____ PROVIDED MATERIAL
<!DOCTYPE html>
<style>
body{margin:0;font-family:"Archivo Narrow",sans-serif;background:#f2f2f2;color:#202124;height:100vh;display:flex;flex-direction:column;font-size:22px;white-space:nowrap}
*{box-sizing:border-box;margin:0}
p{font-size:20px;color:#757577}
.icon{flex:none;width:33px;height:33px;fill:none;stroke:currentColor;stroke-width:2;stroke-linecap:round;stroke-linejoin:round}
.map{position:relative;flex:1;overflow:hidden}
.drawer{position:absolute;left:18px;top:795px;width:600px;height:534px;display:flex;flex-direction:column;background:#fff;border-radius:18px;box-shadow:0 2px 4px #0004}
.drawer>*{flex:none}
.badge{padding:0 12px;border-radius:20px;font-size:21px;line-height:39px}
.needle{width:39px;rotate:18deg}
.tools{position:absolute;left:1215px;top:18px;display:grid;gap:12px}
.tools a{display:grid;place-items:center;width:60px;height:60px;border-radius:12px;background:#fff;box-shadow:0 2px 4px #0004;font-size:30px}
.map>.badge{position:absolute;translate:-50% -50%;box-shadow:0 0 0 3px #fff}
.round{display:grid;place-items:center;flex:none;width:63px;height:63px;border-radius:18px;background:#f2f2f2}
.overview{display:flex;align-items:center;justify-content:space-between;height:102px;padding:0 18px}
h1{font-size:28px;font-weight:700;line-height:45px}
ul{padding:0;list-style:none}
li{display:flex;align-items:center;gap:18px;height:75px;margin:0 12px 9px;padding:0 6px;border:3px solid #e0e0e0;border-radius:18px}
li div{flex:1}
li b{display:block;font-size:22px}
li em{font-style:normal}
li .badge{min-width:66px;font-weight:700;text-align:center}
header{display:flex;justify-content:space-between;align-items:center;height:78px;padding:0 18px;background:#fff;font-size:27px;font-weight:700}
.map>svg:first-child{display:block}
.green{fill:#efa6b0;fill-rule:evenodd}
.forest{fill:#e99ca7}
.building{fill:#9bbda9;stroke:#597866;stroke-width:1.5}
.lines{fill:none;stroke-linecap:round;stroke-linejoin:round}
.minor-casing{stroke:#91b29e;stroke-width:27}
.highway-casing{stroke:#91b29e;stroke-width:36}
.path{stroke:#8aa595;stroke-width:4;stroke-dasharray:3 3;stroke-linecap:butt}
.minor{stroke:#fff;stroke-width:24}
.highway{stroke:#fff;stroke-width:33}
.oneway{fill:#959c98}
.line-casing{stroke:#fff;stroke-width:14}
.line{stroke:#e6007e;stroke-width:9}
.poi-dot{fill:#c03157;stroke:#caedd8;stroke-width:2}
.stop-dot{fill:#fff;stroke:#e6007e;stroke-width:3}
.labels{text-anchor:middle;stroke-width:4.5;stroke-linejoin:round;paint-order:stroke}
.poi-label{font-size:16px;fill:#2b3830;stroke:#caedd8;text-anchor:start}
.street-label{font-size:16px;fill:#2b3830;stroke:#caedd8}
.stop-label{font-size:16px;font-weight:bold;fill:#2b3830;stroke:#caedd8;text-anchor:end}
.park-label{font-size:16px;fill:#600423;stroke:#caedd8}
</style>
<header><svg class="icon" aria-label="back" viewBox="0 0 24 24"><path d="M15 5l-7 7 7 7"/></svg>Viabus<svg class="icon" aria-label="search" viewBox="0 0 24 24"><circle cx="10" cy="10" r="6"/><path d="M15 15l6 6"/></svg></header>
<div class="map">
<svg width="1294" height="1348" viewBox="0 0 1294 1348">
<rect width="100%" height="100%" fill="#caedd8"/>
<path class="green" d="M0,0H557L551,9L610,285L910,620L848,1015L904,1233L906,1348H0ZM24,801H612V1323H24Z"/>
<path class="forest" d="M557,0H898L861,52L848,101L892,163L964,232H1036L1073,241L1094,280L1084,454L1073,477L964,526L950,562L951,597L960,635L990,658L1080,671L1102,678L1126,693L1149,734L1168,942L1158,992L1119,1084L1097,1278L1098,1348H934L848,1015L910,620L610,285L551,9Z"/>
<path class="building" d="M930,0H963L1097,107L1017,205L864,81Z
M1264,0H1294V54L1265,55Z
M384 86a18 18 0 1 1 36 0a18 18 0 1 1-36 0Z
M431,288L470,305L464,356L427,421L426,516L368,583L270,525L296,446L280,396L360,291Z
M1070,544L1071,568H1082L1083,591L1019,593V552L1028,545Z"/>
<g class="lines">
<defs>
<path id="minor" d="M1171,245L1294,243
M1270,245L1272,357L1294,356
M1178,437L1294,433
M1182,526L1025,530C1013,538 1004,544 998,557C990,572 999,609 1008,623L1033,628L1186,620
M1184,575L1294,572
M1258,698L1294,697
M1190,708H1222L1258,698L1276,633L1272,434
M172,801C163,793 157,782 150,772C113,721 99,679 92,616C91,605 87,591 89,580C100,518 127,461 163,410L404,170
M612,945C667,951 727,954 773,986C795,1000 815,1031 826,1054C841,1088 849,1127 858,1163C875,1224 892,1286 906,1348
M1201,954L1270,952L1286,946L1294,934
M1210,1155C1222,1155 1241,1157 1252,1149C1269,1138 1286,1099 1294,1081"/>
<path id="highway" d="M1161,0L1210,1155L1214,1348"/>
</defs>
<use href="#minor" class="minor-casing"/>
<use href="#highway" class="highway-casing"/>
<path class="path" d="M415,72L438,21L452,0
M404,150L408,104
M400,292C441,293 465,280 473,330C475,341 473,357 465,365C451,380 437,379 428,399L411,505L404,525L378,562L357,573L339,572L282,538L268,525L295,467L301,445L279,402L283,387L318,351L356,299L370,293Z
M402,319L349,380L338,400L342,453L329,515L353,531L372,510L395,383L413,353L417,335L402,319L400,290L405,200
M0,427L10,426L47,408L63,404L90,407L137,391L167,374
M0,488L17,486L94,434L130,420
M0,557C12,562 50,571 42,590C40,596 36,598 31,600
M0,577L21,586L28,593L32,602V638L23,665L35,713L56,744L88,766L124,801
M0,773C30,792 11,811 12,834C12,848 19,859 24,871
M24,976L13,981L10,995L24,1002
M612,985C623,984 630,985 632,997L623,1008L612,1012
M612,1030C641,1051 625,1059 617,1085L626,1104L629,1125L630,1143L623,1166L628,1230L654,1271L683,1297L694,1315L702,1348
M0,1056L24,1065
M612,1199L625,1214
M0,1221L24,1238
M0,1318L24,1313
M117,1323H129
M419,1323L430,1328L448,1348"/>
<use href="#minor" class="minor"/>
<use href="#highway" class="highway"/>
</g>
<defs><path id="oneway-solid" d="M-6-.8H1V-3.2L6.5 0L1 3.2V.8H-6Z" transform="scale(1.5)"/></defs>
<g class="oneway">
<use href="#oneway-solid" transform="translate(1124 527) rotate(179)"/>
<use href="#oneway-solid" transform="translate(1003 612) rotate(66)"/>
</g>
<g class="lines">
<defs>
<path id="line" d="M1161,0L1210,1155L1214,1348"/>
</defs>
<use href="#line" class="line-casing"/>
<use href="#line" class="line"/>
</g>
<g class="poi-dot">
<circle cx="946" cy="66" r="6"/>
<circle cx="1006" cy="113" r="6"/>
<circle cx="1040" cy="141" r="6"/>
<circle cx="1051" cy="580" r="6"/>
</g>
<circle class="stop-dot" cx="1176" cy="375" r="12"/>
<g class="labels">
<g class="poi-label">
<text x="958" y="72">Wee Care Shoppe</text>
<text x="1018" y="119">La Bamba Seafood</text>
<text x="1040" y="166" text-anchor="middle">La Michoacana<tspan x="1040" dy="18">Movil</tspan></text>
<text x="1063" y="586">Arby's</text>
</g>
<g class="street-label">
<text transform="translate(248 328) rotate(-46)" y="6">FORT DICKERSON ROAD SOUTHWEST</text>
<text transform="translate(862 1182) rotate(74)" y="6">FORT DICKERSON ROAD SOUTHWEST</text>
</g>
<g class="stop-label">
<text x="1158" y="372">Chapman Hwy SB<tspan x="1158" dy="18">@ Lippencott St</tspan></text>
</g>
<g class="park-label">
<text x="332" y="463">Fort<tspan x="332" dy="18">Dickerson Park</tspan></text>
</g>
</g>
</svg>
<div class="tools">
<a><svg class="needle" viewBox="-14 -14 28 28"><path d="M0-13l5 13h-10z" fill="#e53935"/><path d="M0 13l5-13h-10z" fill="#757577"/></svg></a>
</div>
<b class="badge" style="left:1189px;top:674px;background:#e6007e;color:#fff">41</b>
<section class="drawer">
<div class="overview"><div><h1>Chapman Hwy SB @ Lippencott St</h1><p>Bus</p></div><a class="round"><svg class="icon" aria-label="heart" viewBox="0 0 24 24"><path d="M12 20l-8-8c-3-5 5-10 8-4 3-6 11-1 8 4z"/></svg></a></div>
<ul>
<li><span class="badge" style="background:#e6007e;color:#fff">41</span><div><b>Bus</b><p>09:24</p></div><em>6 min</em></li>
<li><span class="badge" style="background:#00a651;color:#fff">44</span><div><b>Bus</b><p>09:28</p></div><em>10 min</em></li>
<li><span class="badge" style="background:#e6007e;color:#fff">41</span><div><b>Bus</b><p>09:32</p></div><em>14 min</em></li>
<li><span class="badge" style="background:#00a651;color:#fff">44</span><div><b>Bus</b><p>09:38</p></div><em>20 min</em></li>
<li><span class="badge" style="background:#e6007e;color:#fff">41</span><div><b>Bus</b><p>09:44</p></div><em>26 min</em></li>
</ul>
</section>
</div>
________
____ PROVIDED MATERIAL
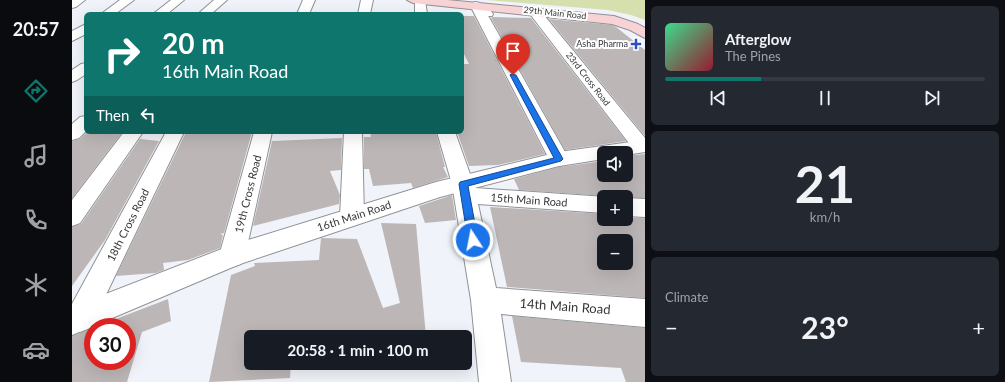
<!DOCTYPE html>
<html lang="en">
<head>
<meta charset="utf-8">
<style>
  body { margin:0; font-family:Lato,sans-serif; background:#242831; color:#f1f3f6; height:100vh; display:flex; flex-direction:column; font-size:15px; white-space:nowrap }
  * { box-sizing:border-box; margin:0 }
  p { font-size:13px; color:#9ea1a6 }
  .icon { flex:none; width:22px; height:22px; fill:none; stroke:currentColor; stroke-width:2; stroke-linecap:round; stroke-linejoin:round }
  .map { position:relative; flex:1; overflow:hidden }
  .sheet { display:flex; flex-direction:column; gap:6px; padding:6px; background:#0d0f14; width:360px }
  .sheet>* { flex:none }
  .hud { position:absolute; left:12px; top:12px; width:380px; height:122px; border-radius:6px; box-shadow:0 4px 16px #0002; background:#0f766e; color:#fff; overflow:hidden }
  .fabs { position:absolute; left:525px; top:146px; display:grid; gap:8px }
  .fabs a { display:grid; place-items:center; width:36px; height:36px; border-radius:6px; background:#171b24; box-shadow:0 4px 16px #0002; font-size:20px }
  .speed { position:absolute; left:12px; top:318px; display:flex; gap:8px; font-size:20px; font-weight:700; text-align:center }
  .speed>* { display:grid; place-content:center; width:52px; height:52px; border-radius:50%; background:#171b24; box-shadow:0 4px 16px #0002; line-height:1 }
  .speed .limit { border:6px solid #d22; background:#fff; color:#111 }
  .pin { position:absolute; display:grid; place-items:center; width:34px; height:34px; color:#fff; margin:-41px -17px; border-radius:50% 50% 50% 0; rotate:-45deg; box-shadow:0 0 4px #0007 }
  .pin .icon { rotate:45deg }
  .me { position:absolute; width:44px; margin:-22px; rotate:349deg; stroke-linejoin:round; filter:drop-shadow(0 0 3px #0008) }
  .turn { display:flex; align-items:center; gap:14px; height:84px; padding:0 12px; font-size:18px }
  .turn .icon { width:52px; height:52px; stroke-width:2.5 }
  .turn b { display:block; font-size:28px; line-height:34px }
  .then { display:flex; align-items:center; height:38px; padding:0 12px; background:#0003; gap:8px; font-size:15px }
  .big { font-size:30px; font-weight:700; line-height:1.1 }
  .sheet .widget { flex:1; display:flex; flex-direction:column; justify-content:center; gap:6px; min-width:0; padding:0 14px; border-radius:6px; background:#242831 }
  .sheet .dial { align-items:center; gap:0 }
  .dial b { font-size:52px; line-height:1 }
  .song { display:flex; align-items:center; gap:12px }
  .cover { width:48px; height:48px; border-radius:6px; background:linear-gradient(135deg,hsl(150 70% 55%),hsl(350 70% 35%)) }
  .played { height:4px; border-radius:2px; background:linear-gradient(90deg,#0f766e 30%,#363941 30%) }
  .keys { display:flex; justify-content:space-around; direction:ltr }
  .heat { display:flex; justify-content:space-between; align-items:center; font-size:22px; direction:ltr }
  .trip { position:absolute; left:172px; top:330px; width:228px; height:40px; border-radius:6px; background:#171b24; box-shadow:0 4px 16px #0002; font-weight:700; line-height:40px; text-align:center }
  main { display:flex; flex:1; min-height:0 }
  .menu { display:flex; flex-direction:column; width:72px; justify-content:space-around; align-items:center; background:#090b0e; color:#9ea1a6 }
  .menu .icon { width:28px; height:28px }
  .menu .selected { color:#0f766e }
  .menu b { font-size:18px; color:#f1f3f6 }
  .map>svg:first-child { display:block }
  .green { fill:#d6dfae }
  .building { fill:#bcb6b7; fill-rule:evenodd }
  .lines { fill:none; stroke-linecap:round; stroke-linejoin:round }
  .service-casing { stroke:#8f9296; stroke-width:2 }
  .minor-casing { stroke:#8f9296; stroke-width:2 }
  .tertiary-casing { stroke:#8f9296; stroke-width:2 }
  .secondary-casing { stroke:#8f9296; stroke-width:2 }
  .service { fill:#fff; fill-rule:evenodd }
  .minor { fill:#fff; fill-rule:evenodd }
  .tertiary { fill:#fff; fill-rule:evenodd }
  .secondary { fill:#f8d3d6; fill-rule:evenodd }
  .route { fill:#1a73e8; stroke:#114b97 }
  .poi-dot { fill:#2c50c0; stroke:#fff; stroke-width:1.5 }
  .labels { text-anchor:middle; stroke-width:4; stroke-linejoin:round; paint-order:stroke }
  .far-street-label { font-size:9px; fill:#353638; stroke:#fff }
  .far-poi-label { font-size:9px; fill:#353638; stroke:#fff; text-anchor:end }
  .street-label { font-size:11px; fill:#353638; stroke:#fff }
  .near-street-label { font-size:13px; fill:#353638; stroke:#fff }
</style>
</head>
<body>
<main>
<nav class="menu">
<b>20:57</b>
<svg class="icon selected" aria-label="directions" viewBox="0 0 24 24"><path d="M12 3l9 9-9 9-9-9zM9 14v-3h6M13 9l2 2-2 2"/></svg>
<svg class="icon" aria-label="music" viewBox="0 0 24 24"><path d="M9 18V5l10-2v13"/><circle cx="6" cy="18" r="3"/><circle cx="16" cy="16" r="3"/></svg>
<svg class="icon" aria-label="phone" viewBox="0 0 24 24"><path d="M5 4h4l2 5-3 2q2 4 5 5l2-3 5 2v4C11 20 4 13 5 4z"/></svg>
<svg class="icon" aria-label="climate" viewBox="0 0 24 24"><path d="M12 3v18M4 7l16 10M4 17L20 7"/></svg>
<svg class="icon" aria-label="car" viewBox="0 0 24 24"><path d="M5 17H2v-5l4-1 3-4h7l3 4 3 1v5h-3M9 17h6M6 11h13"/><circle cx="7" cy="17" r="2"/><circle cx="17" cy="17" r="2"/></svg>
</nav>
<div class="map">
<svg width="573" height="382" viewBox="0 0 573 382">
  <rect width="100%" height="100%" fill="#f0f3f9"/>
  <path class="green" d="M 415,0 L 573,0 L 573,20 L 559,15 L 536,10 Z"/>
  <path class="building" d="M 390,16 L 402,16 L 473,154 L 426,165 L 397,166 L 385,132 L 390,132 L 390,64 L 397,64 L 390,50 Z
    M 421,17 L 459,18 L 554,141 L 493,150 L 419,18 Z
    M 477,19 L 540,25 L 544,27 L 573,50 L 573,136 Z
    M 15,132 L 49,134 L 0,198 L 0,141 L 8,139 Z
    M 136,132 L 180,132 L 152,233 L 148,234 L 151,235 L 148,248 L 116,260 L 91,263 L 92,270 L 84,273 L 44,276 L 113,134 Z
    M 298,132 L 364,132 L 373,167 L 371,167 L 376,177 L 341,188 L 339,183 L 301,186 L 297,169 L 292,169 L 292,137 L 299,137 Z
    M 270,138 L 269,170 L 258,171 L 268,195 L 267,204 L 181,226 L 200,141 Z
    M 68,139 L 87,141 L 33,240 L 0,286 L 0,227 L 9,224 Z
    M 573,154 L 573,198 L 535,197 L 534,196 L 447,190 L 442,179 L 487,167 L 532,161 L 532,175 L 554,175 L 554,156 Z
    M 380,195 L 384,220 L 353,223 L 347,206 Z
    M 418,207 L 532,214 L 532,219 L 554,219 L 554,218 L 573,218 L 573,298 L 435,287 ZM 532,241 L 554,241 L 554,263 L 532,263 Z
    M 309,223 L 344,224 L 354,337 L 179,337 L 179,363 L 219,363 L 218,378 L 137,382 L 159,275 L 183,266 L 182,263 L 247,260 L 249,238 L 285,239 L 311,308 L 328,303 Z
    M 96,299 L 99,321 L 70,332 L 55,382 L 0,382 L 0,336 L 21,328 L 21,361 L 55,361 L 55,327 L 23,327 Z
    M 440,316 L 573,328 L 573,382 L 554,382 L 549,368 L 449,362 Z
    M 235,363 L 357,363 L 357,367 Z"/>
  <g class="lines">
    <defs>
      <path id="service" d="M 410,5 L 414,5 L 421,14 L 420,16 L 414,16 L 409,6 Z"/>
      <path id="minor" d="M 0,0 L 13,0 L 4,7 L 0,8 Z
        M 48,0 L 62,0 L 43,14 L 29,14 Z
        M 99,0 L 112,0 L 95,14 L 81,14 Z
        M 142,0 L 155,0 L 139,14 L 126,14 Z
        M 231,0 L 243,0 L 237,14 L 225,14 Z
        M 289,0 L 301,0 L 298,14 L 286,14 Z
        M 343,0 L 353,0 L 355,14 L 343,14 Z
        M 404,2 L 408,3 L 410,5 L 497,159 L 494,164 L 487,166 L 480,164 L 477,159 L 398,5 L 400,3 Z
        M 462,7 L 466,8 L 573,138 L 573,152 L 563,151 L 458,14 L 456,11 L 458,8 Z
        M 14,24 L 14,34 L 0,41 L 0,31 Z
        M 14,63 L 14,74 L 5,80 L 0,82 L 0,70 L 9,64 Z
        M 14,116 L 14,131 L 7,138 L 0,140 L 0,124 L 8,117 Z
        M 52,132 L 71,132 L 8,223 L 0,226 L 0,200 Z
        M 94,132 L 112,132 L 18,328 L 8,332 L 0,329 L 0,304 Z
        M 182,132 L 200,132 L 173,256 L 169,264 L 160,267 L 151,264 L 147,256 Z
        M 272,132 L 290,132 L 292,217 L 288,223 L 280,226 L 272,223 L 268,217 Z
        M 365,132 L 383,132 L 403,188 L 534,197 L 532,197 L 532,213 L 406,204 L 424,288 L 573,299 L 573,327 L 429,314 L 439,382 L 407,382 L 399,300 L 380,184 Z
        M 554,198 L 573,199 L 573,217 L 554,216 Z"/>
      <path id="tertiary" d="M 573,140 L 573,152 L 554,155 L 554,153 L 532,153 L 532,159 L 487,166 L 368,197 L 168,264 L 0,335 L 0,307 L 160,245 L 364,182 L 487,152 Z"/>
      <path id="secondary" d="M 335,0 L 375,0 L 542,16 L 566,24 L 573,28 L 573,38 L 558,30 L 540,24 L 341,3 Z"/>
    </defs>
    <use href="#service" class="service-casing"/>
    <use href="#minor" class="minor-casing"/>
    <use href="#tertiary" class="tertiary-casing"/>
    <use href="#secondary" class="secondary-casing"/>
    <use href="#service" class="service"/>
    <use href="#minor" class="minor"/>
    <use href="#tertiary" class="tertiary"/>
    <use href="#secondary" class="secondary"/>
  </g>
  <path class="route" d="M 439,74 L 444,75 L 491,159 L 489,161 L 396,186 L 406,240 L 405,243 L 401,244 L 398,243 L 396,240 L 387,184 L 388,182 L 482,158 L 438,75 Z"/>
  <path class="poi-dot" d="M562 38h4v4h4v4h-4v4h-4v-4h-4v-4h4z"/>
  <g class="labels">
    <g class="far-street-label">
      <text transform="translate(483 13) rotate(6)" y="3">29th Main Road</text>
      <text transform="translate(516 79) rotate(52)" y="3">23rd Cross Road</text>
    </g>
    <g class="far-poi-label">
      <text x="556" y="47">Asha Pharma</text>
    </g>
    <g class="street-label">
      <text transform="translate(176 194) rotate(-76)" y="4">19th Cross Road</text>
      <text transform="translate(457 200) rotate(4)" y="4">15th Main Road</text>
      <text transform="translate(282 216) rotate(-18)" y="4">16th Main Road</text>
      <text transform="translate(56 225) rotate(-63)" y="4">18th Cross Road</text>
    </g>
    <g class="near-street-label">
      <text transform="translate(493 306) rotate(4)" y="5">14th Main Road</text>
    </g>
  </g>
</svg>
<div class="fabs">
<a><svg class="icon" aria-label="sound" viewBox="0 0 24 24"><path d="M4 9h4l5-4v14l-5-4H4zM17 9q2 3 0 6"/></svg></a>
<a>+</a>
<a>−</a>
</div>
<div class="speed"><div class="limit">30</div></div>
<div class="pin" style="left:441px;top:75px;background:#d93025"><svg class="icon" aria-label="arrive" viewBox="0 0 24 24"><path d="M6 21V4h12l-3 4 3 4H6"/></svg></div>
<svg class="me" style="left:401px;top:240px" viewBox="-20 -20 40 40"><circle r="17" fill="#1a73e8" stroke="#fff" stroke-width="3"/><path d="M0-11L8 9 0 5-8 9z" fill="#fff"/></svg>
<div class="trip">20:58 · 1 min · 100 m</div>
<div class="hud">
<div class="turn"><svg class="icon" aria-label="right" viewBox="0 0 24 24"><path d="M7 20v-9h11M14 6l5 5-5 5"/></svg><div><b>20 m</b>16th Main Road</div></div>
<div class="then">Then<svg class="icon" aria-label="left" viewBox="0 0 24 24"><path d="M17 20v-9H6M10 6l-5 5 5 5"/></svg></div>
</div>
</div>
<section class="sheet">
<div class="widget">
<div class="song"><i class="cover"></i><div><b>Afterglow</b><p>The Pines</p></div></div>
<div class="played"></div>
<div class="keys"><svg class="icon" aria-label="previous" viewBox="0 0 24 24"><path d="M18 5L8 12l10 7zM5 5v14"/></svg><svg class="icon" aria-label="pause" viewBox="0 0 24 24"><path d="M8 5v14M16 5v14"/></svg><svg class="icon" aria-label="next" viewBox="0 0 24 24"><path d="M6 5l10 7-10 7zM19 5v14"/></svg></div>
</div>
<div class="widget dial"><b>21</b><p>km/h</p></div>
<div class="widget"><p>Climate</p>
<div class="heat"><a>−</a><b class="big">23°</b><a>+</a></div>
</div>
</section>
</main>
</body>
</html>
________
HOW TO COMPLETE THIS TASK
Read through the material above, and whenever a line contains "tools", copy it.

ANSWER BOX
.tools{position:absolute;left:1215px;top:18px;display:grid;gap:12px}
.tools a{display:grid;place-items:center;width:60px;height:60px;border-radius:12px;background:#fff;box-shadow:0 2px 4px #0004;font-size:30px}
<div class="tools">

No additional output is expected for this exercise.